Pretreatment of SMI significantly improved myocardial cell survival and protected against H/R-induced deterioration of mitochondrial structure and function, as evidenced by decreased mitochondrial mass and cytosolic Ca, increased mitochondrial membrane potential (ΔΨ) and mitochondrial morphology by SER Texture analysis, inhibited mPTP opening in H9c2 cells and isolated cardiac mitochondria, and alleviated severely impaired mitochondrial respiration. Mechanistically, SMI attenuated H/R injury by inducing mitophagy and then modulated mitochondrial dynamics as indicated by a significantly increased expression of LC3, Beclin 1, Parkin and Pink, and the inhibition of excessive mitochondria fission and increased mitochondrial fusion. Finally, the cardioprotective effect of SMI was confirmed in a LAD-induced cardiac dysfunction model in vivo.
We found that alleviation of H/R injury by pretreatment with SMI may be attributable to inducing mitophagy and modulating mitochondrial dynamics in cardiomyocytes, thereby providing a rationale for future clinical applications and potential mitoprotective therapy for MI/R injury.

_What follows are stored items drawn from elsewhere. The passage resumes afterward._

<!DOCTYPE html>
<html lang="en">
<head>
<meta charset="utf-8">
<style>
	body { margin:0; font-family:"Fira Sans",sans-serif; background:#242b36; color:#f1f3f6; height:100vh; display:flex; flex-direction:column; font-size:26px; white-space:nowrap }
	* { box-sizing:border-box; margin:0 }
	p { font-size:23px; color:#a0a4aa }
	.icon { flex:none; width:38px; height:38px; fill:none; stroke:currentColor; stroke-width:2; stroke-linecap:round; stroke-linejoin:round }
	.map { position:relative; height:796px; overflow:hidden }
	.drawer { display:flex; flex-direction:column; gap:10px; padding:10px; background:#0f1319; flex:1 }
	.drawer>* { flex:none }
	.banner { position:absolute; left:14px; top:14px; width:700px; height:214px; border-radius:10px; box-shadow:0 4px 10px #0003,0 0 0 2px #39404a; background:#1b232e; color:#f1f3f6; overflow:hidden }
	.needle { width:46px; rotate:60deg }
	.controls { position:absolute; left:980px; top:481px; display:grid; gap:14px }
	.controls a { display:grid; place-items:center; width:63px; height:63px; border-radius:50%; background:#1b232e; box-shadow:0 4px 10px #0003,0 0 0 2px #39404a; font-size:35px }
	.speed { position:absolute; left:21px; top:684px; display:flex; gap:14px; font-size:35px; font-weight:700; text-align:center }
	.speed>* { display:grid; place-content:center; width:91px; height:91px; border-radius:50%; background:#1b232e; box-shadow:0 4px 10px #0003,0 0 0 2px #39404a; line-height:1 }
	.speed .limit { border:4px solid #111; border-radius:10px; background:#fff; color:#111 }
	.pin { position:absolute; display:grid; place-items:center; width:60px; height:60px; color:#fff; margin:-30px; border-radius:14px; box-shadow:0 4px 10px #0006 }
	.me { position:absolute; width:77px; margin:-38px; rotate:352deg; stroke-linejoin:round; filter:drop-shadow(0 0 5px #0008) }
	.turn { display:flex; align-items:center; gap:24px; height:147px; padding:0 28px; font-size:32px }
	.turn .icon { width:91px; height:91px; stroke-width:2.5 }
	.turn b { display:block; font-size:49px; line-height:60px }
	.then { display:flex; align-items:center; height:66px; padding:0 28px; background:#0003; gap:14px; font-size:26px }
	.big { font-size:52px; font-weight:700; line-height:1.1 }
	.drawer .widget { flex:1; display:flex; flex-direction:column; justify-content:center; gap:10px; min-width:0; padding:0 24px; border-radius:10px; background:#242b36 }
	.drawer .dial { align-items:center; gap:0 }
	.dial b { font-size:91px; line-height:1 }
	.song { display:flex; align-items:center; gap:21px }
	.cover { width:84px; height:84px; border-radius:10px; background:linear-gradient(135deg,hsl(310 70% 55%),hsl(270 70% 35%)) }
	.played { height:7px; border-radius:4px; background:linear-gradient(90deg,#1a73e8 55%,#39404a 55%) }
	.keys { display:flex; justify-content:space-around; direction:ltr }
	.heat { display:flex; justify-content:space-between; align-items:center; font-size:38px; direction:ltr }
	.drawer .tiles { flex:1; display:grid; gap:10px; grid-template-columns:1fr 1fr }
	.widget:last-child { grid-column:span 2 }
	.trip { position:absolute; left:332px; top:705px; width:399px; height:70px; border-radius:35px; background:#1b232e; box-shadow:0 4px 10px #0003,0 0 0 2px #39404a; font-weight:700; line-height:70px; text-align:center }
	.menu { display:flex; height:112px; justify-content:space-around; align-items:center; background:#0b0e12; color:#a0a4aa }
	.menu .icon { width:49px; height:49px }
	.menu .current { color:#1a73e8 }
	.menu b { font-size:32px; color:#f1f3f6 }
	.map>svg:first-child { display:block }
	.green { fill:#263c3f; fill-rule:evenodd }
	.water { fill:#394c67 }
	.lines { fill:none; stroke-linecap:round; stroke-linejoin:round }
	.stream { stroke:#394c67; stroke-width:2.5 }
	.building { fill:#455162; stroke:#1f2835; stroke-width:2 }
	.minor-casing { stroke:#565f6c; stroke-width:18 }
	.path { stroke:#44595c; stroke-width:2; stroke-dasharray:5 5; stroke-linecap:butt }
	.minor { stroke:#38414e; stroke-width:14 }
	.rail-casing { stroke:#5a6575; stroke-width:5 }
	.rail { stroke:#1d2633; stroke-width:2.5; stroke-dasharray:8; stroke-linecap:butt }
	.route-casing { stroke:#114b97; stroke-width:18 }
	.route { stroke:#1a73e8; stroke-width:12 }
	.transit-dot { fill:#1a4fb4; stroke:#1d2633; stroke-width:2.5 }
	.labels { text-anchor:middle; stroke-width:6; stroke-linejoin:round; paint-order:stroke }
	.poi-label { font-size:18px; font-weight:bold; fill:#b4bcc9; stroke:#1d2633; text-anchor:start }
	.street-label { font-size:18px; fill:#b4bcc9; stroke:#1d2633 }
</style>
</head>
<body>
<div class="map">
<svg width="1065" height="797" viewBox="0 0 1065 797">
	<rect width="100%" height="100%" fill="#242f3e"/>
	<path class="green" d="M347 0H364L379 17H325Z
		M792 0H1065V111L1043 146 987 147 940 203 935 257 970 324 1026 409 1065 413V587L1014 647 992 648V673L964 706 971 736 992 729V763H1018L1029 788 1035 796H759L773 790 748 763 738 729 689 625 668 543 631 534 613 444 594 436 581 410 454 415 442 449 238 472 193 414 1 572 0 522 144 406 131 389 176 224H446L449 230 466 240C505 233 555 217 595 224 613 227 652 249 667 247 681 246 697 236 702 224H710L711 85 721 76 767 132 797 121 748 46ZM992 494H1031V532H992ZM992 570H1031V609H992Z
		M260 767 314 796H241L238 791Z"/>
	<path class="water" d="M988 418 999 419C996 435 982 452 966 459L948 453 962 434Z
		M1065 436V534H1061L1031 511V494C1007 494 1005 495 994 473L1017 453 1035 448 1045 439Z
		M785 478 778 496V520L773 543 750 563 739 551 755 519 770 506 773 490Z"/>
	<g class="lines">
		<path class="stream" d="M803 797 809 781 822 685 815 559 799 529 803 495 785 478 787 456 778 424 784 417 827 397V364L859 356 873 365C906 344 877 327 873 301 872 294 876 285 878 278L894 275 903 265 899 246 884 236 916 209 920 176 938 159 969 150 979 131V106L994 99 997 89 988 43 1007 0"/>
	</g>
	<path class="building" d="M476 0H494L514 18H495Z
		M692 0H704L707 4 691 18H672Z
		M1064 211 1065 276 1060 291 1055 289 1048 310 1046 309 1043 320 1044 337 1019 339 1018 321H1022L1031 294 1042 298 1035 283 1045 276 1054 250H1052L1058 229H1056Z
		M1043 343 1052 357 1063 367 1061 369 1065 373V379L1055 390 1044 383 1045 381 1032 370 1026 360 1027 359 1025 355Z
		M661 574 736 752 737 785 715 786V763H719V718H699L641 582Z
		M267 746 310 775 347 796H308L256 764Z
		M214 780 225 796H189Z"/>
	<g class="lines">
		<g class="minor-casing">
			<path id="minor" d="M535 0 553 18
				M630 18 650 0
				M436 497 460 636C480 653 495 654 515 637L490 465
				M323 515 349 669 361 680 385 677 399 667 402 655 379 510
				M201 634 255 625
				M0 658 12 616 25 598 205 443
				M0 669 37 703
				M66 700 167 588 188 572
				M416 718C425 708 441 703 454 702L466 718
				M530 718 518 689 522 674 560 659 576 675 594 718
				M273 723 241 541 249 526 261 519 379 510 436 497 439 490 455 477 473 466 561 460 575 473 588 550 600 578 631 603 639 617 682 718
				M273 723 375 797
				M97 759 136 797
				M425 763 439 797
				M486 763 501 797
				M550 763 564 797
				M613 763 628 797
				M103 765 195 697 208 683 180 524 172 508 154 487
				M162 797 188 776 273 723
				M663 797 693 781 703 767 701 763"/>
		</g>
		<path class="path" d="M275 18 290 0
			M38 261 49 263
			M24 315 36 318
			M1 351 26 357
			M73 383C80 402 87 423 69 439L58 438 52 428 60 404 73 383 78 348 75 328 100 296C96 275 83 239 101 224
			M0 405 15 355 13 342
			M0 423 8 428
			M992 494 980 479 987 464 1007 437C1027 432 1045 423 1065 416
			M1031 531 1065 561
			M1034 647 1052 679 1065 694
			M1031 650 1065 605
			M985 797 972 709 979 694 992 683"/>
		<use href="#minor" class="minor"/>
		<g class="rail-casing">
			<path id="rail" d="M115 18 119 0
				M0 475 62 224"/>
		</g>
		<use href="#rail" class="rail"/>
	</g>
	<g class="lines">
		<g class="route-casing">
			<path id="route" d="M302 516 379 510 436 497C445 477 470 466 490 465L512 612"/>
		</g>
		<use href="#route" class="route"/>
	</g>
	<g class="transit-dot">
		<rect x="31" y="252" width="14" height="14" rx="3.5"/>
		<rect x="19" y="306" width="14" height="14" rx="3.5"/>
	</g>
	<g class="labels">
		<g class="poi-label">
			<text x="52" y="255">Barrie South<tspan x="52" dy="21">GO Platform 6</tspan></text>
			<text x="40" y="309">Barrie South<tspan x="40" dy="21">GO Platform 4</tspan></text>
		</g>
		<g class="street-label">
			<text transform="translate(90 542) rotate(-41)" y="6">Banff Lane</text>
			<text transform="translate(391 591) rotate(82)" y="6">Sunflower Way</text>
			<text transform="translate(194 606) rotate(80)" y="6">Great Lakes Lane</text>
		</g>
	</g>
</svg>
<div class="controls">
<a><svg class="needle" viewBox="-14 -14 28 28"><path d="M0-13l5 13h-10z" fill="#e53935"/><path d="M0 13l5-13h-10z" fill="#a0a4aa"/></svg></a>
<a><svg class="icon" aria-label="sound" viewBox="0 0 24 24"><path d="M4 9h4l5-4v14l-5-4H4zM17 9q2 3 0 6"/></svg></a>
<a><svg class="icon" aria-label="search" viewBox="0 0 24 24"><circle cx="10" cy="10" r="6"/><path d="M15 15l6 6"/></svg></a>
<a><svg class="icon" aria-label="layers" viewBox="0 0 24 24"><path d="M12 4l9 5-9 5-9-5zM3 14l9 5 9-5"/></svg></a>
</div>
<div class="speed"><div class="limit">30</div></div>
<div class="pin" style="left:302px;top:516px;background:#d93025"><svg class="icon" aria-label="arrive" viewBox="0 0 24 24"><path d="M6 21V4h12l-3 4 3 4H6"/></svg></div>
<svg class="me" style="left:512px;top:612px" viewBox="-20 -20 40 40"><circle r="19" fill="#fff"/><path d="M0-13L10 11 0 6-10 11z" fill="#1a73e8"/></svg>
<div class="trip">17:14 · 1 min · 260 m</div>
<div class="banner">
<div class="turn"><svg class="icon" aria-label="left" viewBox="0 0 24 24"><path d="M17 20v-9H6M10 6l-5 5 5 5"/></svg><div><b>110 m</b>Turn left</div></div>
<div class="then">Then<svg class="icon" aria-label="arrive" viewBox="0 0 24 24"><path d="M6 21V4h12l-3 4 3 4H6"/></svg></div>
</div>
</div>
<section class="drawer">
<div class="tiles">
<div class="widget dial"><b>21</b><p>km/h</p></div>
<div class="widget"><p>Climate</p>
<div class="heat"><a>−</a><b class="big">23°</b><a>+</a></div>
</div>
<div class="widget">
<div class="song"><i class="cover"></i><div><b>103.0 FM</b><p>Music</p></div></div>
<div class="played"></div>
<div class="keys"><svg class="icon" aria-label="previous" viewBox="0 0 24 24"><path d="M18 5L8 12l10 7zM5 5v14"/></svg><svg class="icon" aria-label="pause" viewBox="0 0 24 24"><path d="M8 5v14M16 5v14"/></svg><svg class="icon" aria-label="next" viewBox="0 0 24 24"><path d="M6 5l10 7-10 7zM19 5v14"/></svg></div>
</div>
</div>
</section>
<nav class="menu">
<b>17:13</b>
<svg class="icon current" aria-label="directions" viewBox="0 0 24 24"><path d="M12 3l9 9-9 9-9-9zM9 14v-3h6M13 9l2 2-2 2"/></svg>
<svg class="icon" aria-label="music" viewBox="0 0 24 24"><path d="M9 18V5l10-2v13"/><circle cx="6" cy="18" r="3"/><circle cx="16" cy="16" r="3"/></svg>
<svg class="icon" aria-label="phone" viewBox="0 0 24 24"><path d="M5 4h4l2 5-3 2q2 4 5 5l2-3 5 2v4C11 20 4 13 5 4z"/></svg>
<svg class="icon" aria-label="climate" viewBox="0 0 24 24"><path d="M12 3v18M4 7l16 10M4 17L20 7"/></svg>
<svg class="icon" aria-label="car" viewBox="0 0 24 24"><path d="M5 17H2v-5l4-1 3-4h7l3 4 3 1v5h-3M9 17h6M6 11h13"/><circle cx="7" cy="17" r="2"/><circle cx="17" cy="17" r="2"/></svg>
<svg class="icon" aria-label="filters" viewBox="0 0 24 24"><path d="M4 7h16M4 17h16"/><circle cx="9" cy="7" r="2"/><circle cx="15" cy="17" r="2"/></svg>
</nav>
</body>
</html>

参麦注射液(SMI)是中国食品药品监督管理局批准并广泛用于治疗心功能障碍,特别是心肌缺血再灌注(I / R)损伤的草药注射剂。然而,尽管其具有已知的临床疗效,但 SMI 的心脏保护机制仍有待确定。
本研究旨在探讨 SMI 在缺氧/复氧(H / R)损伤条件下对心肌细胞自噬和线粒体动力学的作用。

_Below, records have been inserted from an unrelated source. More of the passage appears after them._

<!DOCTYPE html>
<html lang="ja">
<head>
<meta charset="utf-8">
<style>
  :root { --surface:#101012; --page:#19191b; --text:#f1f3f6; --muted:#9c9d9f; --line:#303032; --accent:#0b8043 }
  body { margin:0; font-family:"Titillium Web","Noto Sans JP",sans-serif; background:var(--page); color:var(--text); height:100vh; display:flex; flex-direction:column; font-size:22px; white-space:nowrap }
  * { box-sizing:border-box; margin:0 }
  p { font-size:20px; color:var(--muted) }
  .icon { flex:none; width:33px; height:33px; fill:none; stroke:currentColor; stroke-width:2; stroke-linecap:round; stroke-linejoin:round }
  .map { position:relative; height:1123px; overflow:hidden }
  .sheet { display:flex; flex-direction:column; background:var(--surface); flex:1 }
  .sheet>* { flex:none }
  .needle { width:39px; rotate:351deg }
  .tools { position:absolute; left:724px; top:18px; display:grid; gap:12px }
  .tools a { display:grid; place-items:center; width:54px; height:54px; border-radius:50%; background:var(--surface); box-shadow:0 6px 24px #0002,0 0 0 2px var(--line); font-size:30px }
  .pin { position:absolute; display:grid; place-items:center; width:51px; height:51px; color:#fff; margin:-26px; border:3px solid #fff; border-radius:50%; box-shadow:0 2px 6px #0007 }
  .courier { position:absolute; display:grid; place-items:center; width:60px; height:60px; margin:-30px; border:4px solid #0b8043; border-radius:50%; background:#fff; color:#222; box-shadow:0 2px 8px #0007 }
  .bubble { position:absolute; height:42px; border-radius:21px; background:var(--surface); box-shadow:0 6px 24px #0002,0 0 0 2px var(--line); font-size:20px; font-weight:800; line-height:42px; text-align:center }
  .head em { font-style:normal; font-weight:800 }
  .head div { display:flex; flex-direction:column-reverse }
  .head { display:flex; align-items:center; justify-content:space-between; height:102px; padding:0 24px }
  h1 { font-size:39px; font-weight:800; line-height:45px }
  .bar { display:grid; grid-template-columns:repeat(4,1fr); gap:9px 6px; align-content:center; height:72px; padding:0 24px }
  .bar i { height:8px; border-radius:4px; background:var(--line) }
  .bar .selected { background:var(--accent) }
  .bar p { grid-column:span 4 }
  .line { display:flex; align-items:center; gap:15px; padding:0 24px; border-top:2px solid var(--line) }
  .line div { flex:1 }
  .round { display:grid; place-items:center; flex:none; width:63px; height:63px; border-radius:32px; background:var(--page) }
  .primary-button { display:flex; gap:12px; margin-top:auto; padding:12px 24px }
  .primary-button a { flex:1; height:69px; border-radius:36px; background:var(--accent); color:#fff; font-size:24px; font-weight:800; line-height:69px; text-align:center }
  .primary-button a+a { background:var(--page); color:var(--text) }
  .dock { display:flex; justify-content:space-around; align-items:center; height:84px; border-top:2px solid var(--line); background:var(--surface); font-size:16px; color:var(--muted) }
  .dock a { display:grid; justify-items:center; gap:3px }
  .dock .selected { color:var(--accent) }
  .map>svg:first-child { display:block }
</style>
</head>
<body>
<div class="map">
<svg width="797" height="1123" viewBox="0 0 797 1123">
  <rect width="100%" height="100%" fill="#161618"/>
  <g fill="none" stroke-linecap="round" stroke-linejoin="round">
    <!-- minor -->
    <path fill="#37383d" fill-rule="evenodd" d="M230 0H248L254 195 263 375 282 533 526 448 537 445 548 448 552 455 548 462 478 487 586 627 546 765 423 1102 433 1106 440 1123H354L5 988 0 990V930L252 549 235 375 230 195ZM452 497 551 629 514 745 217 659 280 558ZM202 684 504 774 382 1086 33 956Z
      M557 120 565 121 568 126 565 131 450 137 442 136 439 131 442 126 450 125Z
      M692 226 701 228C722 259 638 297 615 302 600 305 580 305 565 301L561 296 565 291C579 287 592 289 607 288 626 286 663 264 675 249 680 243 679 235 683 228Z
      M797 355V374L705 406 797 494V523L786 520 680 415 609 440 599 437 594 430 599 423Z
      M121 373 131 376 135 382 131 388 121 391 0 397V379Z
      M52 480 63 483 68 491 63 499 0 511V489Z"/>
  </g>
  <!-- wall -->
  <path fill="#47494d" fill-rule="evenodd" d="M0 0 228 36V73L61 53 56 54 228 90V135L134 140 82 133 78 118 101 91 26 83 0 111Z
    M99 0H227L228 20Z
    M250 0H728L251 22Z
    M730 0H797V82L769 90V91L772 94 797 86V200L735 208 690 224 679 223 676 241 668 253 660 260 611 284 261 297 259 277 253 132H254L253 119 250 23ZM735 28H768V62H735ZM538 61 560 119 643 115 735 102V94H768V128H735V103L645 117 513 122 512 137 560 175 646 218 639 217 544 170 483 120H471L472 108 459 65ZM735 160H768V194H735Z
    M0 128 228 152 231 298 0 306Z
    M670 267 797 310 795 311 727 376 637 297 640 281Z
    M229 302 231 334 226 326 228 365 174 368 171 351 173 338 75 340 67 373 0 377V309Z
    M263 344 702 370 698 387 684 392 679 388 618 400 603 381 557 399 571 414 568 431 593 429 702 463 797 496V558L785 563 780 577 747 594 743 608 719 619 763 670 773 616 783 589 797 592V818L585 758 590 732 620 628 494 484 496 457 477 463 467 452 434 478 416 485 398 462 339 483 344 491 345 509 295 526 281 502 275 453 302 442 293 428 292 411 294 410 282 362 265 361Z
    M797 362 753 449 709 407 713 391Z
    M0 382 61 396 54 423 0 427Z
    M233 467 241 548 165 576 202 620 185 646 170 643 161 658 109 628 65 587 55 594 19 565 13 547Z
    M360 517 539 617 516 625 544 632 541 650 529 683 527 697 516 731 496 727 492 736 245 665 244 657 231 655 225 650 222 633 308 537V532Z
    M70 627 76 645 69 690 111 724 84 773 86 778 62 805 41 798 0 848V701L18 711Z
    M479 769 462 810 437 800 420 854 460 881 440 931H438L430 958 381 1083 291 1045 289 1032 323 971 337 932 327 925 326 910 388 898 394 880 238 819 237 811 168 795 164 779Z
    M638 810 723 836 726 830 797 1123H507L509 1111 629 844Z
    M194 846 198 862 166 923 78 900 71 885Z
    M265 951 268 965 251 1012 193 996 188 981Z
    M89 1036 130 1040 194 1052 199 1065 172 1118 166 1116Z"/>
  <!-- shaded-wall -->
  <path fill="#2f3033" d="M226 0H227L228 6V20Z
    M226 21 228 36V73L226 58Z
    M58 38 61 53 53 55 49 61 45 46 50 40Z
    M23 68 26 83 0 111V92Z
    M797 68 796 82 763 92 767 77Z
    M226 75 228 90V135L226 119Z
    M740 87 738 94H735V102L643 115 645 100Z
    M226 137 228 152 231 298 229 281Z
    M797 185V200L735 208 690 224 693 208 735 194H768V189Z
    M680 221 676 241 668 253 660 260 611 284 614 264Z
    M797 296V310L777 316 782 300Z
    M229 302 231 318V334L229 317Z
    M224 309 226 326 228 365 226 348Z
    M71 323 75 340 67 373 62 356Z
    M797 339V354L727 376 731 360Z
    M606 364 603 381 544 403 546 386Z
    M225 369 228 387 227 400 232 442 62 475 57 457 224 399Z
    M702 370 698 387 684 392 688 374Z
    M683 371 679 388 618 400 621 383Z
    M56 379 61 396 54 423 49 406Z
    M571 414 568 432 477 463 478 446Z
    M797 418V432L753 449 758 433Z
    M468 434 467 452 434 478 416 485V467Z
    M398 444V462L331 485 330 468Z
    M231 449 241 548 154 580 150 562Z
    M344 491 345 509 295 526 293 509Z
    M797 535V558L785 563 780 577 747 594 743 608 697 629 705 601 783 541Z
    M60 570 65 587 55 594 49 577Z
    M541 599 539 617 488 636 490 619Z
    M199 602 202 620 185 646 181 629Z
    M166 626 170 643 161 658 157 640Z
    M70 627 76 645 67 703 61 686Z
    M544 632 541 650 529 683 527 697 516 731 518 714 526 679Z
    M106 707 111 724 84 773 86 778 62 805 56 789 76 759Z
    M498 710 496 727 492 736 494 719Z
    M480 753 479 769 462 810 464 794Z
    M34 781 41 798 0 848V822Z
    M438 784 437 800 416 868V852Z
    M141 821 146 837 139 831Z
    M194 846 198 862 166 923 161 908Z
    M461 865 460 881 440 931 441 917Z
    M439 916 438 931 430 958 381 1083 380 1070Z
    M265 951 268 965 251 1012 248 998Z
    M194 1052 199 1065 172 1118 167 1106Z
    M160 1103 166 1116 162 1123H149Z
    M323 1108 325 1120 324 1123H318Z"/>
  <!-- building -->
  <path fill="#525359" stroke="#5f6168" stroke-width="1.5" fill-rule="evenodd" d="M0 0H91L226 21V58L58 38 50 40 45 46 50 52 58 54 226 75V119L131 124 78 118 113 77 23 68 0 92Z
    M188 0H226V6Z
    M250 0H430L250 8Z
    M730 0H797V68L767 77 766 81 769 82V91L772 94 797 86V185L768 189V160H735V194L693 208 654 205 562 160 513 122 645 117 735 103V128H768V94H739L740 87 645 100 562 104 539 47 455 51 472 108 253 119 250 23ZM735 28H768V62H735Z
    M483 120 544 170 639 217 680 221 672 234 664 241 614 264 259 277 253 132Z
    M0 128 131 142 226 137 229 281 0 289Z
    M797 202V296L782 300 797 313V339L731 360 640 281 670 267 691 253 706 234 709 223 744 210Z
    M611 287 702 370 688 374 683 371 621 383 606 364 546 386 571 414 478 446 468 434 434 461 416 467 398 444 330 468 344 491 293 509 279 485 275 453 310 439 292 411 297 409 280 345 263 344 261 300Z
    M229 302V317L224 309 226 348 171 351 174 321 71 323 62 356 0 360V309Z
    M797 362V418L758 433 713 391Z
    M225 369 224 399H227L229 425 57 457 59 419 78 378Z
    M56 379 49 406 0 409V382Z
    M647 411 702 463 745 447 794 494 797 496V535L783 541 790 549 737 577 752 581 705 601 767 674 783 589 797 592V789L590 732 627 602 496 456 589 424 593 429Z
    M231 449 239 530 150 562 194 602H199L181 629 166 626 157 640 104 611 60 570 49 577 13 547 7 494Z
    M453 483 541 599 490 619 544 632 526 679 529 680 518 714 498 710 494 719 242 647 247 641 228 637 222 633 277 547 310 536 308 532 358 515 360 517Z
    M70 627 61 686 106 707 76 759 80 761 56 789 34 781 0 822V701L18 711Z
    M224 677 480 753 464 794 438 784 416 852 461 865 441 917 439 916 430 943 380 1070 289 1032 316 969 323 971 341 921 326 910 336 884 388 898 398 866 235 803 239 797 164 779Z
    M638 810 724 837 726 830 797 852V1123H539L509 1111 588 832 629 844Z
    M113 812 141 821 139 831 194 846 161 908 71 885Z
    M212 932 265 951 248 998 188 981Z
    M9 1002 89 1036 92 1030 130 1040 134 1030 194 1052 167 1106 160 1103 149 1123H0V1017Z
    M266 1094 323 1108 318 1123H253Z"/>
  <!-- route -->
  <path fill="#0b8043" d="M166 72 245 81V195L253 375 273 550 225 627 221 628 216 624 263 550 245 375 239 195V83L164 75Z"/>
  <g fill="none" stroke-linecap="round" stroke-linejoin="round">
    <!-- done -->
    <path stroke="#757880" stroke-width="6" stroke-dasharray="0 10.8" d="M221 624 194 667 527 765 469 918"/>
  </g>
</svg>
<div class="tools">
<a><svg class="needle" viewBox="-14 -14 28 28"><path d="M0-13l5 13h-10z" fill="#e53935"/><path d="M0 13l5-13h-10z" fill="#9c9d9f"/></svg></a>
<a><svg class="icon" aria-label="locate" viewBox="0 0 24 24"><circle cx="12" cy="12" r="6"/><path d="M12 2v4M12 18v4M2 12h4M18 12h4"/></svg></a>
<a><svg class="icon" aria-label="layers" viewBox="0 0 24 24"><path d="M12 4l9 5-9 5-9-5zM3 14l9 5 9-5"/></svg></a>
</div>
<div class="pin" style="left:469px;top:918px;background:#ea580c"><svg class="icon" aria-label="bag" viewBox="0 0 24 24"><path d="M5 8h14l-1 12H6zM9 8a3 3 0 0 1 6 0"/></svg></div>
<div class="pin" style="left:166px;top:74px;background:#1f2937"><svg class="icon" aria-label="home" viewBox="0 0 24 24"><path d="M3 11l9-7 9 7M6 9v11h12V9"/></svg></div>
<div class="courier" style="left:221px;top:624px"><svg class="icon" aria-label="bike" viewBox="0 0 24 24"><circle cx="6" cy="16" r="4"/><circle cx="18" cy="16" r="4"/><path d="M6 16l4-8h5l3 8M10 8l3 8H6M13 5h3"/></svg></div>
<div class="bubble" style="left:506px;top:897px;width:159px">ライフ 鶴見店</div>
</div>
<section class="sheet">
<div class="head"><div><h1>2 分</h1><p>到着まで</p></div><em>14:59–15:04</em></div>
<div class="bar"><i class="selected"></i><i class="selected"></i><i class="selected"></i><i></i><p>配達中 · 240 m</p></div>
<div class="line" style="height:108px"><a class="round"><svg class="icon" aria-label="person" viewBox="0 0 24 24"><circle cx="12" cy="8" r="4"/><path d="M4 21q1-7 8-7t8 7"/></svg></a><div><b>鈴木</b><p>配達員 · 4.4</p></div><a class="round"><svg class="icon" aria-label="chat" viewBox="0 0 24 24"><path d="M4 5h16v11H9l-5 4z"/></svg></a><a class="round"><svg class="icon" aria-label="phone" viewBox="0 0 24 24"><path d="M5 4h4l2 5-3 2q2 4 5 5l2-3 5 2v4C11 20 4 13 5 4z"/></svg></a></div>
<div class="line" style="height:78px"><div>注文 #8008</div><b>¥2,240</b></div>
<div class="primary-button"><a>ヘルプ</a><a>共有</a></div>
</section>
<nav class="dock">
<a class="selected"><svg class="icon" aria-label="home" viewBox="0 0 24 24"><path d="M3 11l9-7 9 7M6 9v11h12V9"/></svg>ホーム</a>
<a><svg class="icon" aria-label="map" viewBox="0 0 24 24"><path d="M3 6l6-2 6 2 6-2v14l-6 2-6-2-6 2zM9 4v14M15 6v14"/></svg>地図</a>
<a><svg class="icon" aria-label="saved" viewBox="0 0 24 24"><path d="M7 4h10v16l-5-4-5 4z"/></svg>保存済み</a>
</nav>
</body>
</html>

将 H9c2 心肌细胞置于 12 小时缺氧后再复氧 2 小时,以诱导细胞损伤。使用 Opera ta 高内涵成像系统进行多参数成像分析,以检测线粒体功能和形态纹理的变化。通过分析 H9c2 中线粒体钙黄绿素的释放以及通过 Ca 诱导的分离心脏线粒体肿胀,直接评估 mPTP 开放。使用 Seahorse Bioscience 的 XF 24 分析仪测量线粒体呼吸。通过 RT-PCR 和 Western blotting 分析在基因和蛋白水平上检测自噬、线粒体融合和裂变生物标志物。
SMI 预处理可显著提高心肌细胞存活率,并防止 H / R 诱导的线粒体结构和功能恶化,表现为线粒体质量和胞质 Ca 减少,线粒体膜电位(ΔΨ)和线粒体形态通过 SER 纹理分析增加,抑制 H9c2 细胞和分离的心脏线粒体中的 mPTP 开放,并缓解严重受损的线粒体呼吸。在机制上,SMI 通过诱导自噬来减轻 H / R 损伤,然后调节线粒体动力学,如 LC3、Beclin 1、Parkin 和 Pink 的表达显著增加,以及过度的线粒体分裂和增加的线粒体融合抑制。最后,在体内 LAD 诱导的心脏功能障碍模型中证实了 SMI 的心脏保护作用。
我们发现,预处理 SMI 减轻 H / R 损伤可能归因于诱导心肌细胞自噬和调节线粒体动力学,从而为 MI / R 损伤的未来临床应用和潜在的线粒体保护治疗提供了依据。